Documentation of a neurovascular examination of the affected limb was also not comprehensive (10% of attendances had no documentation of any neurovascular assessment). This has clinical and medicolegal consequences [18] as neurovascular deficits may be missed, resulting in poor patient care. 6% of those examined had a neurological deficit which is within previously reported rates which range from 5–40% [6,7,8]. The axillary nerve was the most commonly affected single nerve (2/14 patients) as is typically reported in the literature [7]. However, in seven patients a global infra-clavicular brachial plexus deficit was identified. A higher energy mechanism of injury was considered as a possible explanation but this was the case in only 2/7 patients. The high rates of global palsy may be due to the relatively small numbers of patients in this study. In addition, the hospital is a major trauma centre so ambulances will preferentially bring serious trauma to this centre.

Of the 14 patients suspected of having neurological deficit following dislocation, nine were referred to a specialist major nerve injury clinic. Although the majority of patients were managed nonoperatively, input from the specialist therapy team is recommended [19]. We found recovery to be mixed, with two patients demonstrating complete resolution but the others with persistent functional deficits. This is consistent with other work reported by our group on the recovery of patients after major nerve injury [19].

Older age was identified as a significant risk factor, as has been demonstrated by other authors [15]. The literature reports that duration of dislocation is associated with increased risk of complications [3, 4, 8] however this was not demonstrated in this cohort. This may be related to the small number of patients with nerve injury (6%). The other significant risk factor for major nerve injury identified was first time dislocation in comparison to recurrent dislocation. There is limited literature comparing rates of nerve injury between primary and recurrent shoulder dislocation. As the primary dislocation is typically of greater force than subsequent dislocations it is consistent that concomitant nerve injury is more likely at this time. It may be that the numbers in this study are too small to demonstrate a significant association between high force of injury and risk of nerve injury.
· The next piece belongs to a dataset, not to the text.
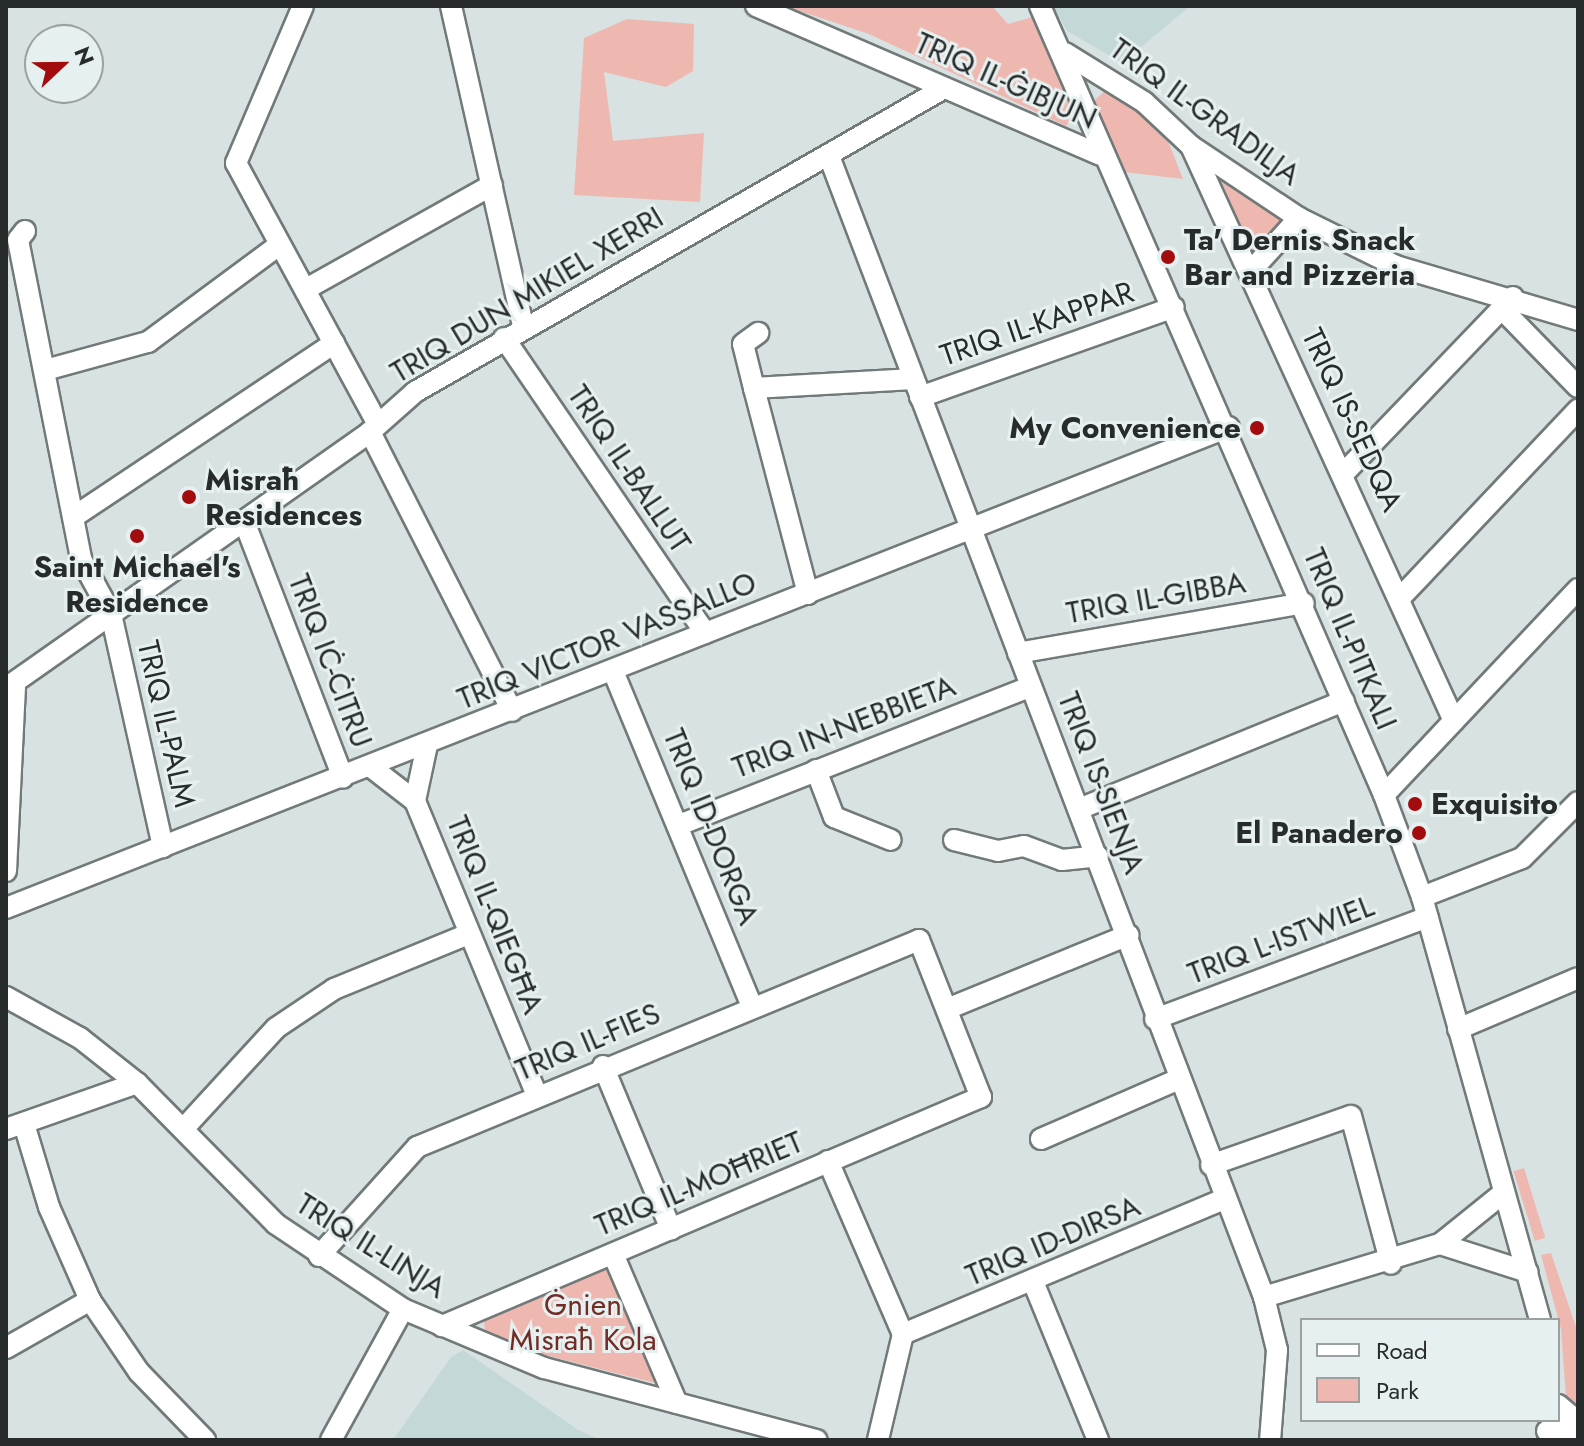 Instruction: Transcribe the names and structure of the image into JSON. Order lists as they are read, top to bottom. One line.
{"streets":{"street":["TRIQ IL-ĠIBJUN","TRIQ IL-GRADILJA","TRIQ DUN MIKIEL XERRI","TRIQ IL-KAPPAR","TRIQ IS-SEDQA","TRIQ IL-BALLUT","TRIQ IL-GIBBA","TRIQ IL-PITKALI","TRIQ VICTOR VASSALLO","TRIQ IĊ-ĊITRU","TRIQ IL-PALM","TRIQ IN-NEBBIETA","TRIQ IS-SIENJA","TRIQ ID-DORGA","TRIQ IL-QIEGĦA","TRIQ L-ISTWIEL","TRIQ IL-FIES","TRIQ IL-MOĦRIET","TRIQ ID-DIRSA","TRIQ IL-LINJA"]},"crossings":[["TRIQ IL-ĠIBJUN","TRIQ DUN MIKIEL XERRI"],["TRIQ IL-ĠIBJUN","TRIQ IL-PITKALI"],["TRIQ IL-GRADILJA","TRIQ IS-SEDQA"],["TRIQ IL-GRADILJA","TRIQ IL-PITKALI"],["TRIQ DUN MIKIEL XERRI","TRIQ IL-BALLUT"],["TRIQ DUN MIKIEL XERRI","TRIQ IĊ-ĊITRU"],["TRIQ DUN MIKIEL XERRI","TRIQ IL-PALM"],["TRIQ DUN MIKIEL XERRI","TRIQ IS-SIENJA"],["TRIQ IL-KAPPAR","TRIQ IL-PITKALI"],["TRIQ IL-KAPPAR","TRIQ IS-SIENJA"],["TRIQ IL-BALLUT","TRIQ VICTOR VASSALLO"],["TRIQ IL-GIBBA","TRIQ IL-PITKALI"],["TRIQ IL-GIBBA","TRIQ IS-SIENJA"],["TRIQ IL-PITKALI","TRIQ VICTOR VASSALLO"],["TRIQ IL-PITKALI","TRIQ L-ISTWIEL"],["TRIQ VICTOR VASSALLO","TRIQ IĊ-ĊITRU"],["TRIQ VICTOR VASSALLO","TRIQ IL-PALM"],["TRIQ VICTOR VASSALLO","TRIQ IS-SIENJA"],["TRIQ VICTOR VASSALLO","TRIQ ID-DORGA"],["TRIQ VICTOR VASSALLO","TRIQ IL-QIEGĦA"],["TRIQ IN-NEBBIETA","TRIQ IS-SIENJA"],["TRIQ IN-NEBBIETA","TRIQ ID-DORGA"],["TRIQ IS-SIENJA","TRIQ L-ISTWIEL"],["TRIQ IS-SIENJA","TRIQ ID-DIRSA"],["TRIQ ID-DORGA","TRIQ IL-FIES"],["TRIQ IL-QIEGĦA","TRIQ IL-FIES"],["TRIQ IL-FIES","TRIQ IL-MOĦRIET"],["TRIQ IL-FIES","TRIQ IL-LINJA"],["TRIQ IL-MOĦRIET","TRIQ IL-LINJA"]],"parks":["Ġnien Misraħ Kola"],"places":["Ta' Dernis Snack Bar and Pizzeria","My Convenience","Misraħ Residences","Saint Michael's Residence","Exquisito","El Panadero"],"legend":["Road","Park"],"north":"right"}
In terms of management of nerve injury following shoulder dislocation we advise that all suspected nerve injuries are referred to a specialist major nerve service, ideally from the emergency department. Low energy injuries can usually be managed conservatively in the first instance with physiotherapy, but may require nerve conduction studies if adequate recovery is not demonstrated at three weeks. If required, nerve exploration and reconstruction can be undertaken within 3 months and no later than 6 months. High energy injuries carry a higher suspicion of serious nerve injury hence should have a lower threshold for early nerve exploration (days to weeks).

The limitations of this study were that it was retrospective with some incomplete data and the number of patients sustaining major nerve injury is small. There were some bilateral cases and repeat attendances meaning that there is dependency in our data which has not been accounted for. The time taken for the first reduction attempt was variable and delayed in some cases, which may affect the applicability of this study. Please contact authors if data is required.

Conclusion

Shoulder dislocation requires immediate assessment and timely management in the ED. Nerve injury was identified in 6% of patients presenting with shoulder dislocation which is consistent with current literature. We also report the associations between older age and primary dislocation with major nerve injury following shoulder dislocation. The importance of performing and documenting a comprehensive neurovascular assessment for shoulder dislocation due to the risk of neurological injury is emphasised, as well as the need to refer patients with nerve injury to specialist services.